> WHAT IS NEEDED
Below are records; quote them exactly from the first line through the line that contains "Where are all".
Start of RECORDS SHOWN
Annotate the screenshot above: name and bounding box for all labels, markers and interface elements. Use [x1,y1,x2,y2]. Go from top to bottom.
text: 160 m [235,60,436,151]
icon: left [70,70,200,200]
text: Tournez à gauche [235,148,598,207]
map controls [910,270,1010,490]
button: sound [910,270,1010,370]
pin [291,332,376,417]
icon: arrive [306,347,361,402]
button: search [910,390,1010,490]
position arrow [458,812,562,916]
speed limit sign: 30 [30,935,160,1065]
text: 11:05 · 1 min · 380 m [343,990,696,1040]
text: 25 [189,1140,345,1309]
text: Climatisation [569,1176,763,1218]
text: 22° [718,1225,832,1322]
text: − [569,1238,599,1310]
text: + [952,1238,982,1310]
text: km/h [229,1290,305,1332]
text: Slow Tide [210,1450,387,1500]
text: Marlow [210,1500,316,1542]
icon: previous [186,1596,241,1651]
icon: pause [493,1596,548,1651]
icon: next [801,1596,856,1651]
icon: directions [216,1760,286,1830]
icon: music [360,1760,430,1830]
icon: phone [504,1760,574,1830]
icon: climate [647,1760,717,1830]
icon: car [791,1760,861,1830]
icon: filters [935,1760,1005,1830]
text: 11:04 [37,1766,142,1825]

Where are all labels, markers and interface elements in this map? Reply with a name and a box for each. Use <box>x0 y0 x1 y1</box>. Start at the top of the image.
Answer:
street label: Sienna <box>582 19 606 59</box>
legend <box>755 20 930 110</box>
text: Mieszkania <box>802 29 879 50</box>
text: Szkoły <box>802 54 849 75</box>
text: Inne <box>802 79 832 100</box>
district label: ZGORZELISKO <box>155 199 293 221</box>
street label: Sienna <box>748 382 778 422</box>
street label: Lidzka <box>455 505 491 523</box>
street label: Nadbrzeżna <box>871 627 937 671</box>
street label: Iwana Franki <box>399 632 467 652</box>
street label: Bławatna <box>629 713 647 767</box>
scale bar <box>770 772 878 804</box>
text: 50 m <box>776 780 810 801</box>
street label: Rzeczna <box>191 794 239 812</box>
End of RECORDS SHOWN
> COMPLETED TASK
Annotate the screenshot above: name and bounding box for all labels, markers and interface elements. Use [x1,y1,x2,y2]. Go from top to bottom.
text: 160 m [235,60,436,151]
icon: left [70,70,200,200]
text: Tournez à gauche [235,148,598,207]
map controls [910,270,1010,490]
button: sound [910,270,1010,370]
pin [291,332,376,417]
icon: arrive [306,347,361,402]
button: search [910,390,1010,490]
position arrow [458,812,562,916]
speed limit sign: 30 [30,935,160,1065]
text: 11:05 · 1 min · 380 m [343,990,696,1040]
text: 25 [189,1140,345,1309]
text: Climatisation [569,1176,763,1218]
text: 22° [718,1225,832,1322]
text: − [569,1238,599,1310]
text: + [952,1238,982,1310]
text: km/h [229,1290,305,1332]
text: Slow Tide [210,1450,387,1500]
text: Marlow [210,1500,316,1542]
icon: previous [186,1596,241,1651]
icon: pause [493,1596,548,1651]
icon: next [801,1596,856,1651]
icon: directions [216,1760,286,1830]
icon: music [360,1760,430,1830]
icon: phone [504,1760,574,1830]
icon: climate [647,1760,717,1830]
icon: car [791,1760,861,1830]
icon: filters [935,1760,1005,1830]
text: 11:04 [37,1766,142,1825]

Where are all labels, markers and interface elements in this map? Reply with a name and a box for each. Use <box>x0 y0 x1 y1</box>. Start at the top of the image.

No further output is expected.